愛犬『H』、楽しい思い出ありがとう。いろいろごめんね。

私が二十歳の頃、約20年前の愛犬・思い出のエピソードをお話します。姉が精神の病気になり、姉が子犬の柴犬を買いました。名前は『H』と名付けられました。当時、宇多田ヒカルが出てきたからです。子どもの頃の『H』はおしっこやウンコはその辺りどこへでもやりたい放題でした。母が犬を買っている友達に相談したところ『柴犬は厳しく育てないと駄目。』とアドバイスして貰いました。母は『H』のトイレットトレーニングやお手、お座り等をしつけました。

母は『H』がトイレやお手、お座りが出来る度にたくさん誉めたり餌を与えたりしていました。『H』は食べる事がとても大好きでした。私達が食事をしたら『H』は賢くお座りをしたり、後ろ足で立ち上がったりしておねだりしていました。その姿がとても可愛くて、母は『H』にだし汁をとった煮干しを与えたりブロッコリーの芯を与えたりしていました。母が一番えさやおやつを与えていたので『H』は母が一番大好きでした。

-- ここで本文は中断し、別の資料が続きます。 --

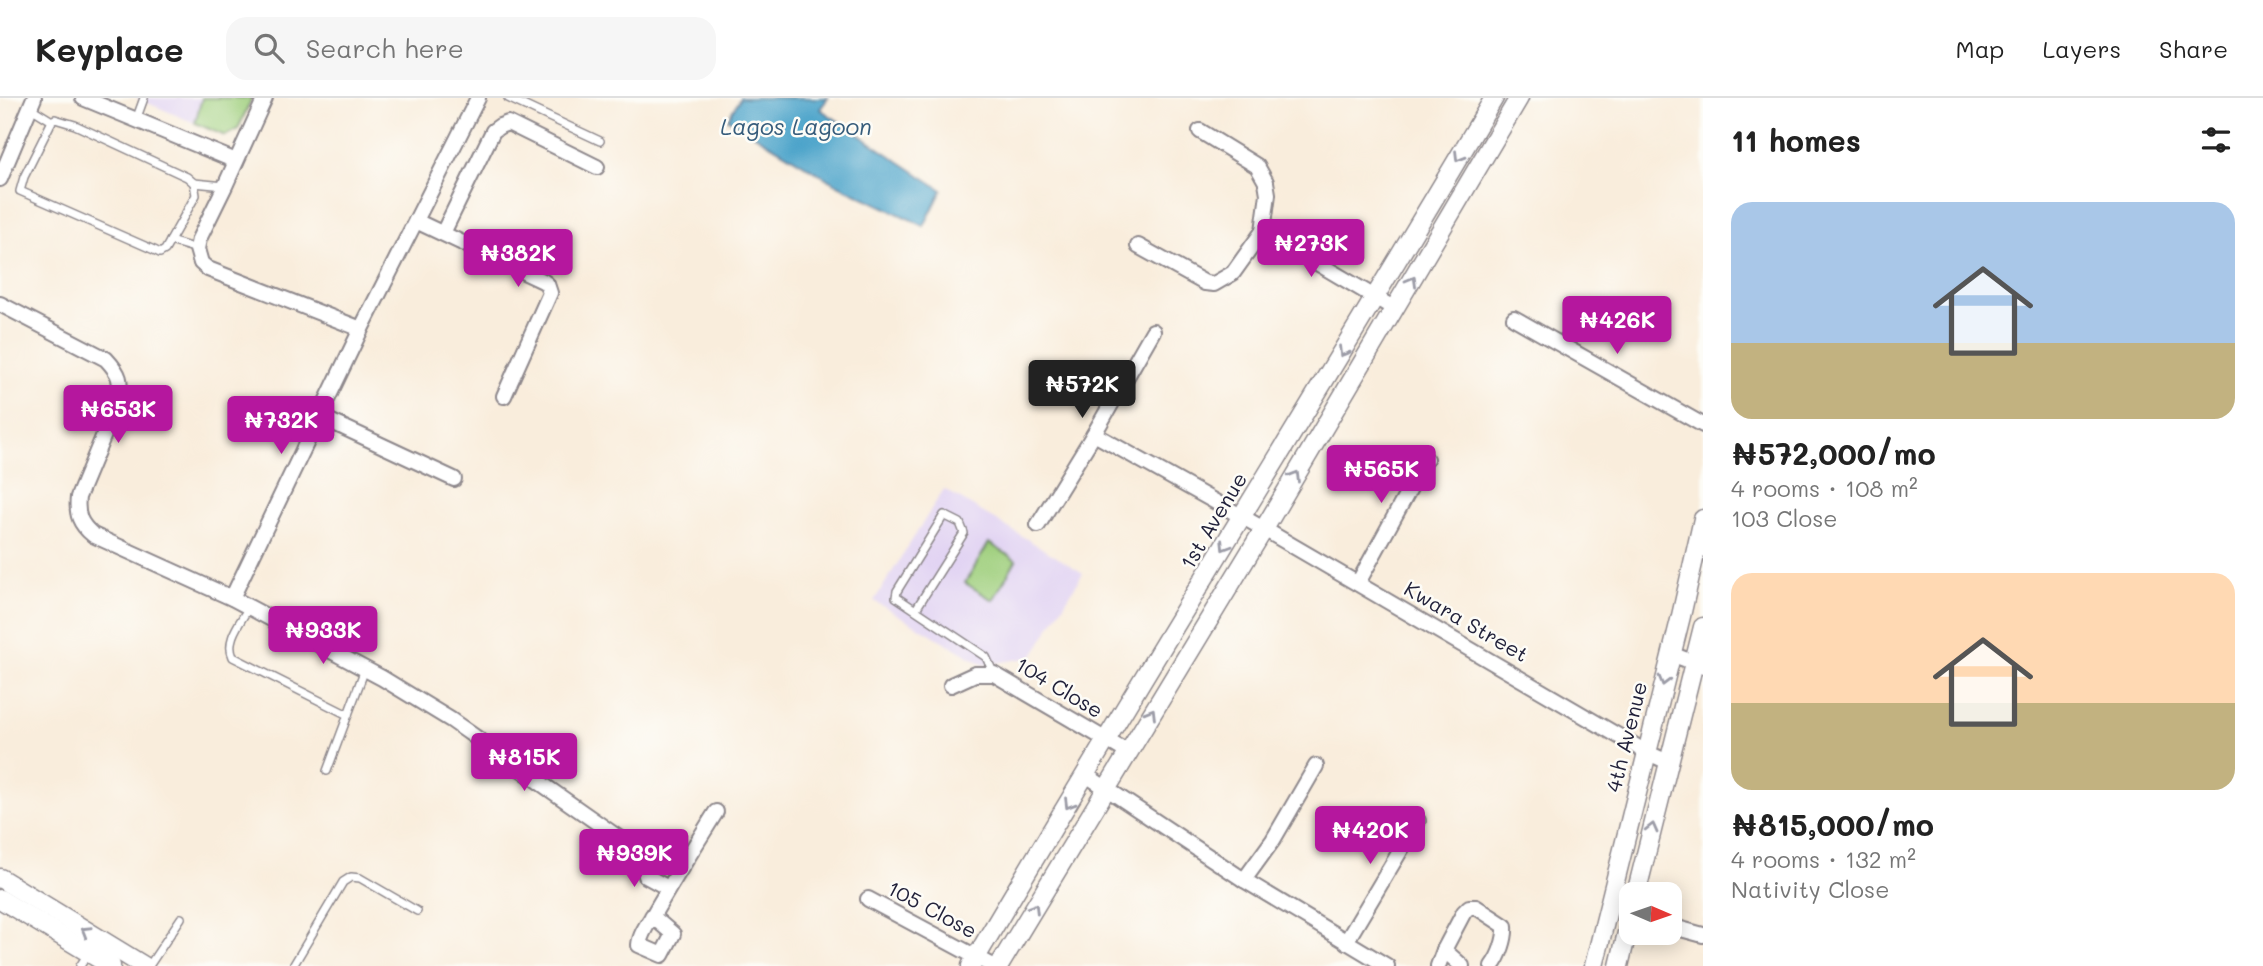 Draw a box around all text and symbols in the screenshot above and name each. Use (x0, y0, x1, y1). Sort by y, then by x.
search box (226, 17, 716, 80)
text: Keyplace (35, 27, 184, 70)
icon: search (250, 29, 288, 67)
text: Search here (306, 31, 464, 65)
text: Map (1956, 33, 2004, 64)
text: Layers (2042, 33, 2121, 64)
text: Share (2159, 33, 2228, 64)
water label: Lagos Lagoon (720, 111, 872, 141)
text: 11 homes (1731, 120, 1861, 160)
icon: filters (2197, 121, 2235, 159)
one-way arrow (1455, 149, 1468, 162)
pin: ₦273K (1262, 220, 1360, 279)
text: ₦273K (1273, 227, 1349, 257)
pin: ₦382K (469, 230, 567, 289)
text: ₦382K (480, 237, 556, 267)
icon: home (1920, 248, 2046, 374)
one-way arrow (1403, 275, 1416, 288)
pin: ₦426K (1568, 296, 1666, 356)
text: ₦426K (1578, 304, 1656, 334)
one-way arrow (1339, 345, 1352, 358)
pin: ₦572K (1033, 360, 1131, 420)
text: ₦572K (1045, 368, 1119, 398)
pin: ₦653K (69, 386, 167, 445)
text: ₦653K (80, 393, 156, 423)
pin: ₦732K (232, 396, 330, 456)
text: ₦732K (243, 404, 319, 434)
text: ₦572,000/mo (1731, 433, 1936, 473)
pin: ₦565K (1332, 446, 1430, 505)
text: ₦565K (1343, 453, 1419, 483)
street label: 1st Avenue (1173, 467, 1252, 574)
one-way arrow (1287, 471, 1300, 484)
text: 4 rooms · 108 m² (1731, 473, 1918, 503)
text: 103 Close (1731, 503, 1838, 533)
one-way arrow (1220, 539, 1233, 552)
street label: Kwara Street (1400, 574, 1534, 667)
pin: ₦933K (274, 606, 372, 666)
text: ₦933K (284, 614, 362, 644)
icon: home (1920, 619, 2046, 745)
street label: 104 Close (1011, 650, 1108, 723)
one-way arrow (1658, 675, 1673, 687)
street label: 4th Avenue (1599, 679, 1652, 795)
one-way arrow (1143, 707, 1156, 720)
pin: ₦815K (475, 734, 573, 793)
text: ₦815K (487, 741, 561, 771)
one-way arrow (1064, 796, 1077, 809)
text: ₦815,000/mo (1731, 804, 1934, 844)
pin: ₦420K (1321, 806, 1419, 866)
text: ₦420K (1331, 814, 1409, 844)
one-way arrow (1644, 822, 1658, 834)
pin: ₦939K (585, 830, 683, 889)
text: ₦939K (595, 837, 673, 867)
text: 4 rooms · 132 m² (1731, 844, 1916, 874)
street label: 105 Close (883, 874, 982, 943)
text: Nativity Close (1731, 874, 1889, 904)
north arrow (1619, 882, 1682, 945)
map controls (1619, 882, 1682, 945)
one-way arrow (1026, 902, 1039, 915)
one-way arrow (80, 926, 93, 939) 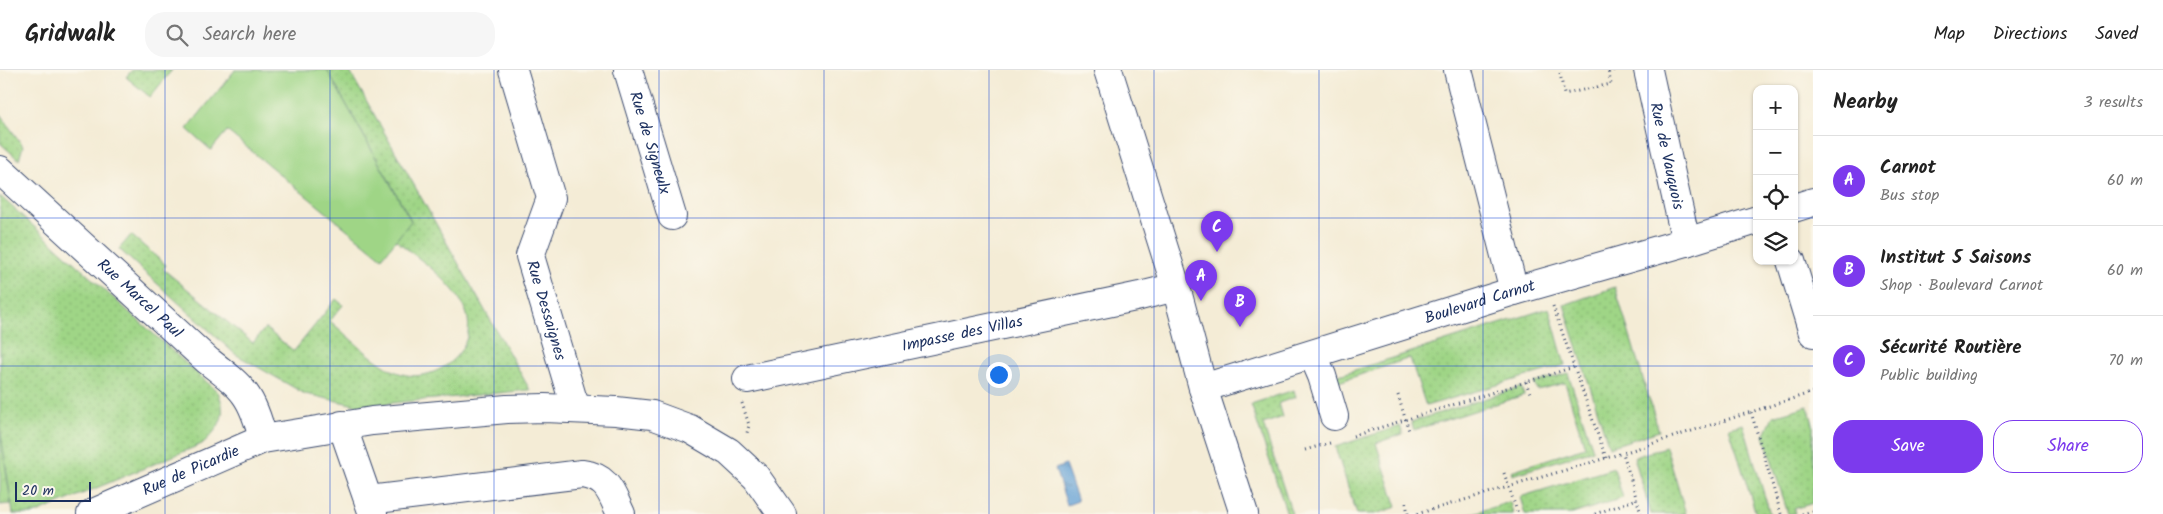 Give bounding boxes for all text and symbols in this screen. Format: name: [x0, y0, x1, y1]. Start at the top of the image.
search box: [145, 12, 495, 57]
text: Gridwalk: [25, 15, 115, 54]
text: Search here: [203, 20, 296, 50]
text: Map: [1933, 20, 1965, 49]
text: Directions: [1993, 20, 2067, 49]
text: Saved: [2095, 20, 2138, 49]
icon: search: [163, 21, 191, 49]
map controls: [1753, 85, 1798, 265]
button: +: [1753, 85, 1798, 130]
text: Nearby: [1833, 86, 1898, 119]
street label: Rue de Signeulx: [623, 88, 678, 198]
text: 3 results: [2084, 90, 2143, 115]
street label: Rue de Vauquois: [1643, 100, 1691, 212]
button: −: [1753, 130, 1798, 175]
text: Carnot: [1880, 153, 1936, 183]
text: A: [1844, 168, 1854, 193]
text: 60 m: [2107, 168, 2143, 193]
button: locate: [1753, 175, 1798, 220]
text: Bus stop: [1880, 183, 1939, 208]
pin: C: [1201, 211, 1233, 252]
button: layers: [1753, 220, 1798, 265]
text: Institut 5 Saisons: [1880, 243, 2031, 273]
street label: Rue Marcel Paul: [92, 253, 189, 344]
street label: Rue Dessaignes: [519, 257, 573, 364]
text: B: [1844, 258, 1854, 283]
text: 60 m: [2107, 258, 2143, 283]
pin: A: [1185, 260, 1217, 301]
street label: Boulevard Carnot: [1421, 273, 1539, 331]
text: Shop · Boulevard Carnot: [1880, 273, 2043, 298]
pin: B: [1224, 286, 1256, 327]
street label: Impasse des Villas: [899, 309, 1025, 358]
text: Sécurité Routière: [1880, 333, 2022, 363]
text: C: [1844, 348, 1854, 373]
text: 70 m: [2108, 348, 2143, 373]
your location: [986, 362, 1012, 388]
text: Public building: [1880, 363, 1978, 388]
button: Save: [1833, 420, 1983, 473]
button: Share: [1993, 420, 2143, 473]
street label: Rue de Picardie: [138, 438, 243, 503]
scale bar: [15, 479, 91, 502]
text: 20 m: [22, 480, 54, 502] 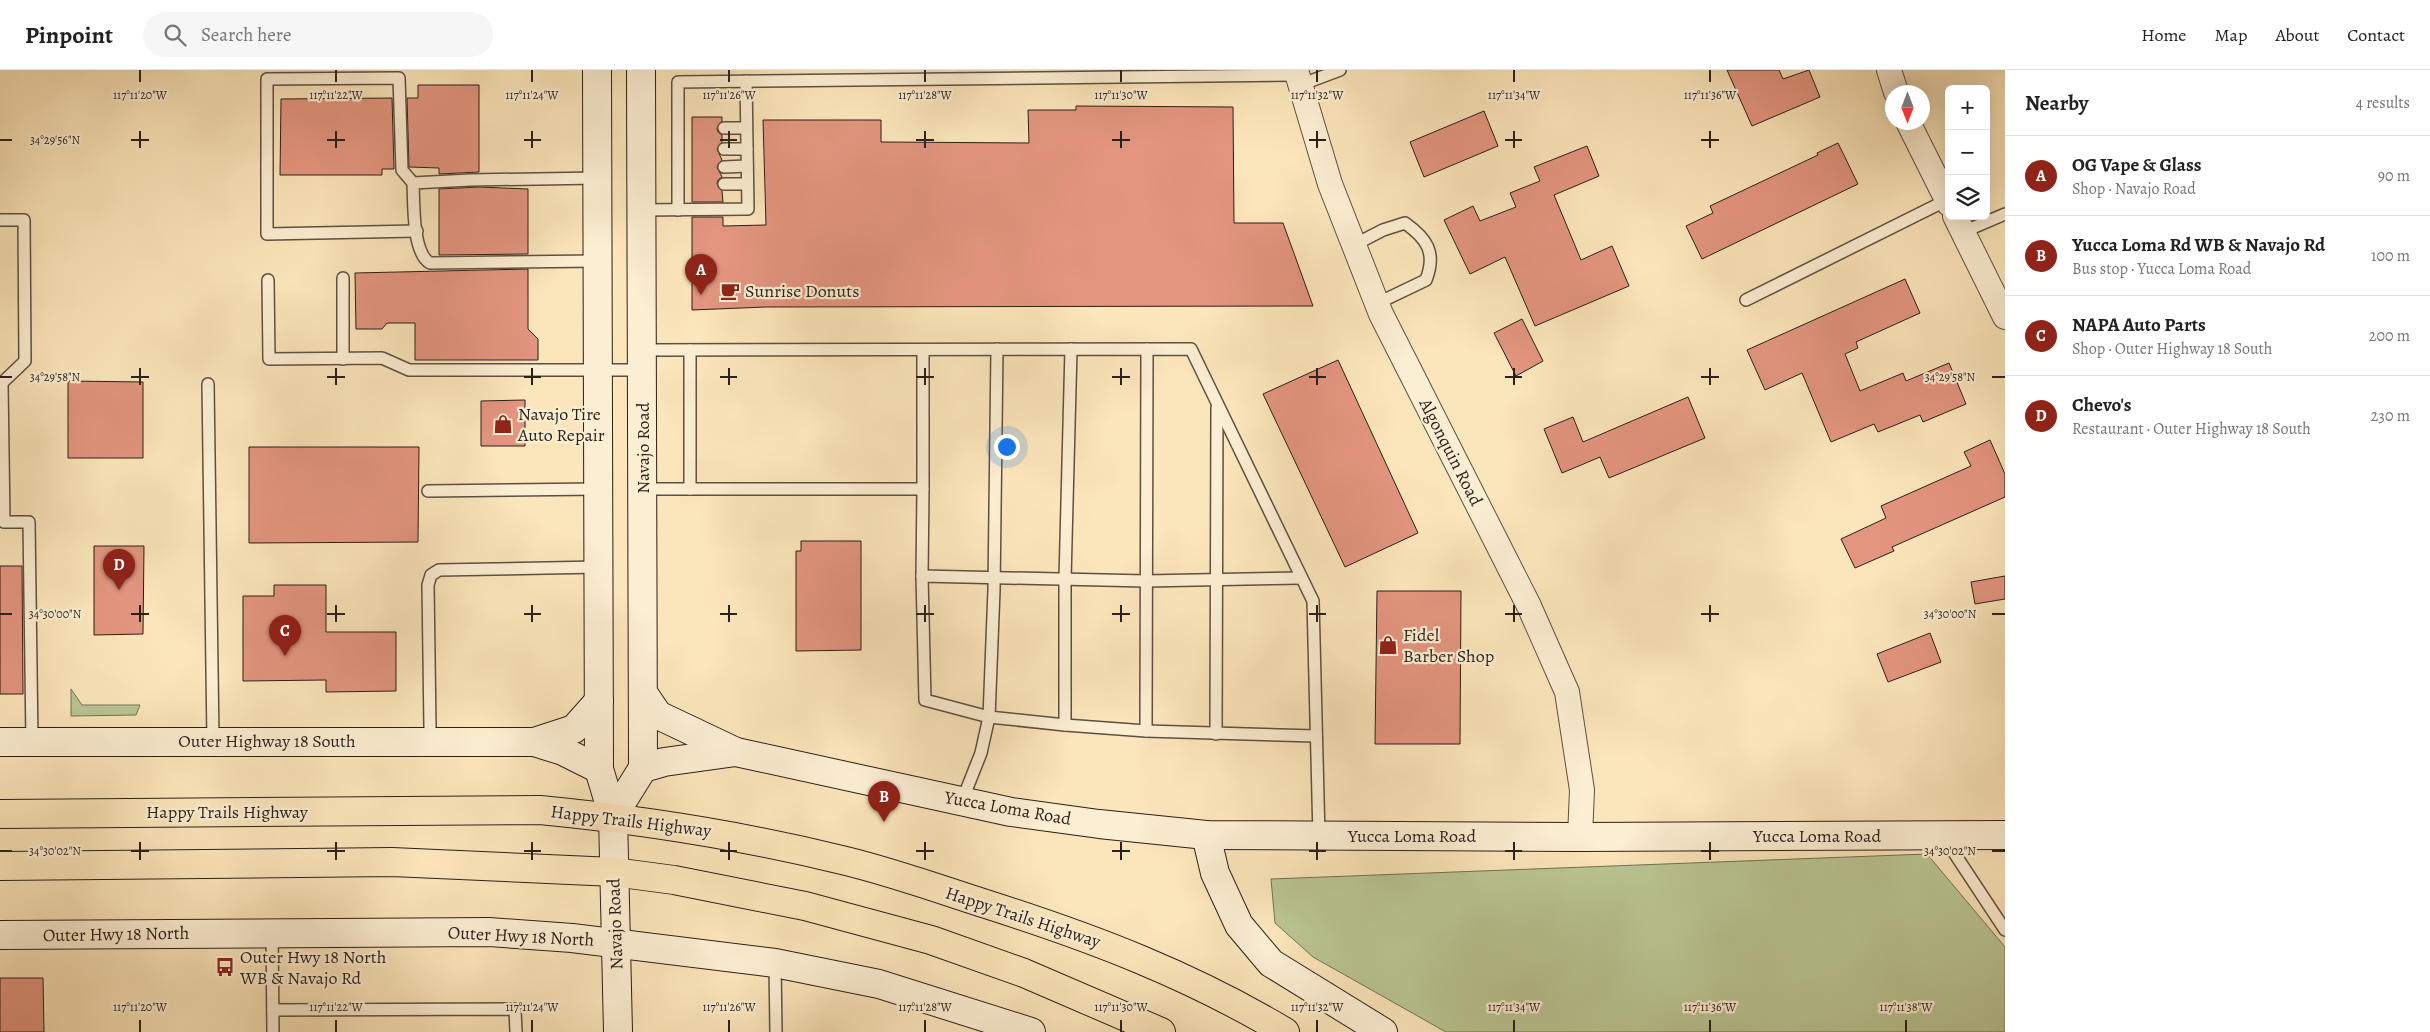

私達が家を留守にすると『H』は寝ています。私達が家に帰ってくると『H』は眠そうな顔をしながら耳を横にして尻尾を振りとても喜んでいます。母が家に帰ってくると『H』は母の太ももに顔をうずめながらお腹を出したりしてとても喜んでいました。

当時の私の家族状況は最悪で『H』を迎え入れるべきではなかったと思います。精神の病気を患っていた姉が『H』を買ったにしろ、まともな判断や行動ができていませんでした。また、父親は会社でのストレスは酒を飲んで家の中の物を破壊する家庭内暴力でした。酒を飲めば暴れても許されると思っていたのでしょう。『H』は父親が帰ってきても、眠そうな顔しながら玄関まで行きます。酔った状況の父親は遊び半分なのか『H』にも痛い事をして『H』は「キャン。」と泣いたりしました。翌日素面になった父親に「何やってんねん。」と言っても父親は「覚えていない。」との事。何回か続き、私自身も酔っている父親と衝突する事がありました。

私は姉の病気の事もあり、母に「ここに『H』をおいていては危険や。」と忠告しました。ちょうどその時、母の友達の娘さんが鳥取に引っ越すと聞いて、母が友達の娘さんに「『H』も連れて行ってくれないか。」と相談したところ、友達の娘さんは快諾してくれました。
『H』を鳥取へ連れて行ってもらい、我が家的には一件落着のような感じでした。『H』と離れ離れになって母は私に泣きながら「寂しい、連れ戻したい。」と訴えてきました。私は「ここにいれば『H』はどうなるか分からない、堪えよう。」と母を説得しました。気丈にふるまっていた私も実は寂しくて仕方ありませんでした。『H』が寝ていた座椅子には『H』の臭いが染みついていました。一人きりになった私はその座椅子に顔をうずめながら匂いを嗅ぎ、寂しくて泣いていました。

後日、『H』をあずけた娘さんより、「離れ離れになった直後の『H』は寂しそうに泣いていたよ。」と言っていました。「けど、鳥取に行ってからは『H』は嬉しそうにしているから。」と報告してくれました。
当時の私の判断は正しかったと思いますが、今思い出すと何とも複雑な気分です。